Budget offers big push for rural infrastructure

Green transportation gets lip service

By Arnab Pratim Dutta
Published: Thursday 28 February 2013

The government is trying to pump in more money through innovative means into building up India’s infrastructure. In the 12th Five Year Plan, the budgetary estimates suggest that Rs 55,00,000 crore or US $1 trillion worth of investment would be required for setting up of infrastructure projects in the country. During his budget speech, Finance Minister P Chidambaram suggested a motley means of finance, using market mechanism which have hitherto not been fully tapped. “These funds will raise resources and, through take-out finance, credit enhancement and other innovative means, provide long-term, low-cost debt for infrastructure projects,” the budget speech says.

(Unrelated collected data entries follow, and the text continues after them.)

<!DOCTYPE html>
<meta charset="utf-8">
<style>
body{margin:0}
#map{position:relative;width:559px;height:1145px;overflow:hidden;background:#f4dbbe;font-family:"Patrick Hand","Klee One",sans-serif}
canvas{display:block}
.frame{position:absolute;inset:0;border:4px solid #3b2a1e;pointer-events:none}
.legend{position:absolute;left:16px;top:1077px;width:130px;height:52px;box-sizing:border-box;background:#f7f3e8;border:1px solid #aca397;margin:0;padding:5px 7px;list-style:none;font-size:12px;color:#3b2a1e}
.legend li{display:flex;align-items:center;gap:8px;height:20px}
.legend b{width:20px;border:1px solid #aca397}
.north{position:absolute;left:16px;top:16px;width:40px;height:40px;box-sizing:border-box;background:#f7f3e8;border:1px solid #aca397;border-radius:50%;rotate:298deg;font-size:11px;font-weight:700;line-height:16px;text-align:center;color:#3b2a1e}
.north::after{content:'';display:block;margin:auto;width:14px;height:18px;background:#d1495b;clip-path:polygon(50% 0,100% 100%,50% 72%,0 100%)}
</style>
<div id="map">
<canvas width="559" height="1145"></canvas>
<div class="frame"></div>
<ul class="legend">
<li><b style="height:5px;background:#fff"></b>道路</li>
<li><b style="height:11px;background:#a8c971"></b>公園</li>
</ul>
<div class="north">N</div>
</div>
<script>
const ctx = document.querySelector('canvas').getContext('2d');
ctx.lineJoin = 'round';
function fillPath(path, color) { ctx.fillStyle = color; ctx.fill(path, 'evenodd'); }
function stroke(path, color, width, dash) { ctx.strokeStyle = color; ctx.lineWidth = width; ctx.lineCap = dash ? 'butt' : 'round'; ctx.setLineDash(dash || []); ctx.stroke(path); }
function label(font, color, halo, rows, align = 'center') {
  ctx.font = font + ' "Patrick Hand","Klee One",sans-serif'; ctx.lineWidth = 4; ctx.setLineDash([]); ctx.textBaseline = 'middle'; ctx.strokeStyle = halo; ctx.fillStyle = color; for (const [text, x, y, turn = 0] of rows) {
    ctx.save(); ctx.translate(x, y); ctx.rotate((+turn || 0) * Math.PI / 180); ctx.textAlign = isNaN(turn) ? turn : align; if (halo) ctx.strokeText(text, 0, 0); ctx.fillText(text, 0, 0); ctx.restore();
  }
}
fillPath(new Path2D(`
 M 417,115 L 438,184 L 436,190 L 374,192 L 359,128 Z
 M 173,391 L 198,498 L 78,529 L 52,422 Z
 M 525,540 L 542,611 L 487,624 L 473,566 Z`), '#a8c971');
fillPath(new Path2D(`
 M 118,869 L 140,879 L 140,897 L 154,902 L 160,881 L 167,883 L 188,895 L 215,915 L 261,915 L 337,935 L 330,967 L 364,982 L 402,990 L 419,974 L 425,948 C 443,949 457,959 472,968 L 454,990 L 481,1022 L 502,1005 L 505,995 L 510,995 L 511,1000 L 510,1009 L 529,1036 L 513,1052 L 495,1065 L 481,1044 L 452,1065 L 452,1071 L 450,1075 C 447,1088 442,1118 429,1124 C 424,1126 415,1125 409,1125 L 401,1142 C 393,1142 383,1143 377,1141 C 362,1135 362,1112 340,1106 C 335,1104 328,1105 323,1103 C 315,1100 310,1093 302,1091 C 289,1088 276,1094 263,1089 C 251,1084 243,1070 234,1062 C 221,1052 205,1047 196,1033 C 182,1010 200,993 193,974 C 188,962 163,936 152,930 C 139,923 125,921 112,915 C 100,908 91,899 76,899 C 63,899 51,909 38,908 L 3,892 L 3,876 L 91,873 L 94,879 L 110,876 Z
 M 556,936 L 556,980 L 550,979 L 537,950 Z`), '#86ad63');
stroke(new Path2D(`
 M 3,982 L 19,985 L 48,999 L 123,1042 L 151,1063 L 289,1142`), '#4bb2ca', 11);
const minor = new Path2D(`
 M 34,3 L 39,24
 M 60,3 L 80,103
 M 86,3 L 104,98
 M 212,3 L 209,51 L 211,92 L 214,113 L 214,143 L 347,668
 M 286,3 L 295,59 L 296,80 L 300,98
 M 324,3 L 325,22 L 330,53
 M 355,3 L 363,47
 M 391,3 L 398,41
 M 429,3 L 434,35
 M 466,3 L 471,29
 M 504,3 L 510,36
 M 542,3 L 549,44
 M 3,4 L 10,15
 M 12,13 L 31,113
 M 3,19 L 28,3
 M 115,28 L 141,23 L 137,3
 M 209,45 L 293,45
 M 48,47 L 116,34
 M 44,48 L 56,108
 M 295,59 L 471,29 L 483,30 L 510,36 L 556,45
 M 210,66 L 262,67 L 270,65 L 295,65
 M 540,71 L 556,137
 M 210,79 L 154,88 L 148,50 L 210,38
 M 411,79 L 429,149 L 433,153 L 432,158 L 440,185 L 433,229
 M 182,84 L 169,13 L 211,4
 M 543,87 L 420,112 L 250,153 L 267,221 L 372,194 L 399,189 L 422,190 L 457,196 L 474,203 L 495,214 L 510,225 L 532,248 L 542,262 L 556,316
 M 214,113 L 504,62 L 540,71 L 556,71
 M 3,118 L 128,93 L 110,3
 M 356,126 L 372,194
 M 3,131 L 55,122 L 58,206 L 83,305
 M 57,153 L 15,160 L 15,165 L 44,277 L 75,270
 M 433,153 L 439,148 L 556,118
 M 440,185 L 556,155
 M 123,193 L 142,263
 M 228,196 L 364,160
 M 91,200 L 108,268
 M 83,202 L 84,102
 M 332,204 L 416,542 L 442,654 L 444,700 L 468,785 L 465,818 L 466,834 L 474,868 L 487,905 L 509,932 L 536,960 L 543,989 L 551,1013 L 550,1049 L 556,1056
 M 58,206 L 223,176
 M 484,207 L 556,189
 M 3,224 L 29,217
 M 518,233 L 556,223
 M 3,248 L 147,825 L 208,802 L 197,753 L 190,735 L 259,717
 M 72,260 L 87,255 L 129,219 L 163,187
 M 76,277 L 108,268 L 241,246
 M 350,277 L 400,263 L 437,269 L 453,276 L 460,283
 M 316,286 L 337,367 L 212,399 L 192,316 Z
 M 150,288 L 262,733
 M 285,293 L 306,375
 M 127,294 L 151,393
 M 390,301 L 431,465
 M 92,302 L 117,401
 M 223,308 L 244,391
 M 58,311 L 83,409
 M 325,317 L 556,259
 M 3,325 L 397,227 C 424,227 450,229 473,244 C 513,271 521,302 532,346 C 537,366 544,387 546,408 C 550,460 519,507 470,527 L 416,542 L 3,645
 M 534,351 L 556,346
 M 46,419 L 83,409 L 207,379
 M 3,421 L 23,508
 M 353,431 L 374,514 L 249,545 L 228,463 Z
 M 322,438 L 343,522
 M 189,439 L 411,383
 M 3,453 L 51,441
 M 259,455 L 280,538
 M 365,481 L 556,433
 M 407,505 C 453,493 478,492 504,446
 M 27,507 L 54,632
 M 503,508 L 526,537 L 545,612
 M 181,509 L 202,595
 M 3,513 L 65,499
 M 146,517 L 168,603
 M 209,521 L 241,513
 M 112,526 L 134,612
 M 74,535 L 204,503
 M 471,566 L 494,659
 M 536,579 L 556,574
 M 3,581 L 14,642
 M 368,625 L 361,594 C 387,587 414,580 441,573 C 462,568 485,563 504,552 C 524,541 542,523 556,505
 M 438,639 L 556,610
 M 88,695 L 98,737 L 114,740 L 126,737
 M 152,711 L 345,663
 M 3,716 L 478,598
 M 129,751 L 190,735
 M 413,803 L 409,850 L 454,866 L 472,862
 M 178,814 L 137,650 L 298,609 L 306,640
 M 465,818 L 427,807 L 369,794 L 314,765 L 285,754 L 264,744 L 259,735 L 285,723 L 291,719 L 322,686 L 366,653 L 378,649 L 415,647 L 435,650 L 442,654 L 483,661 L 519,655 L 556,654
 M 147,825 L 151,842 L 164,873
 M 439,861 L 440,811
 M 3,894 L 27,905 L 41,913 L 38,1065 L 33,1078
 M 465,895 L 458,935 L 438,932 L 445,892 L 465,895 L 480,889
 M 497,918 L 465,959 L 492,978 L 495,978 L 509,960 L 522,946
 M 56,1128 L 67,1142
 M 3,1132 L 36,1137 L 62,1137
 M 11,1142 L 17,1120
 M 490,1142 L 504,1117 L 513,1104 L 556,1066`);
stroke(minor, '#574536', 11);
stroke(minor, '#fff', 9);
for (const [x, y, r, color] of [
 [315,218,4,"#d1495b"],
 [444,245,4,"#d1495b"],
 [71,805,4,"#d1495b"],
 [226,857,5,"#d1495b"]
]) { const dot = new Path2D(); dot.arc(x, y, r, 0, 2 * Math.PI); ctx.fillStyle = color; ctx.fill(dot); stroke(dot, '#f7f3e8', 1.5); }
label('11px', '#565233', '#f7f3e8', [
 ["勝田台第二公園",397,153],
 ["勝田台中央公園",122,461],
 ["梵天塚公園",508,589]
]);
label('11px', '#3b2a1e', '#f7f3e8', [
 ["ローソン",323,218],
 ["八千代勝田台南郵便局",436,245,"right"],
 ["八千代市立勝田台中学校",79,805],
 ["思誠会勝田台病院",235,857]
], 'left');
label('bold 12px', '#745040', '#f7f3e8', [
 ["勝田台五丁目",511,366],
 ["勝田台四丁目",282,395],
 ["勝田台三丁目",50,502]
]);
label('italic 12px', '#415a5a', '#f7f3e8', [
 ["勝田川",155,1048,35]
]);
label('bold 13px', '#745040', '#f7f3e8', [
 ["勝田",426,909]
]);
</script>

There is also a bit of good news for rural infrastructure projects. The corpus of the National Bank for Agriculture and Rural Development, which finances rural infrastructure projects has been increased to Rs 20,000 crore with an additional component of Rs 5,000 crore. This will be used to construct facilities for safe storage of agriculture commodities. This is a welcome move as current storage facilities are inadequate: as of December 2012, India had storage capacity for only 34.13 million tonnes of food grains as against 82.32 million tonnes of food grain stocks.

At the policy level, India will soon get its own policy for extraction of shale gas, which is gaining prominence in the US as a relatively cleaner fuel than coal. India has identified seven regions with shale deposits, with exploratory wells set up in two of these. A policy is urgently required as shale is extracted by injecting chemicals into the shale formations where the gas is trapped in tiny pores. This process called hydro-fracking uses a cocktail of chemicals, some of which are toxic and can contaminate groundwater.

India’s state electricity utilities are more or less bankrupt. The budget pushes for financial restructuring of these utilities.

As industrialisation grows, India will also require an efficient transportation system. So far, the push has been to create more highways, which is not only polluting but also expensive. This budget is no exception. But at the same time cleaner means of transportation, like waterways, have managed to get a passing reference. In India there are five designated natural waterways. In this budget, the finance minister has added that another one would be set up on the Barak river in Assam.

The problem of setting up of a clean transportation system is immense. Apart from infrastructure it also requires skilled manpower which is a huge bottleneck in the country. Another big problem is the fact that the National Waterways Authority of India has a severe financial and resource crunch which has not been addressed in the budget.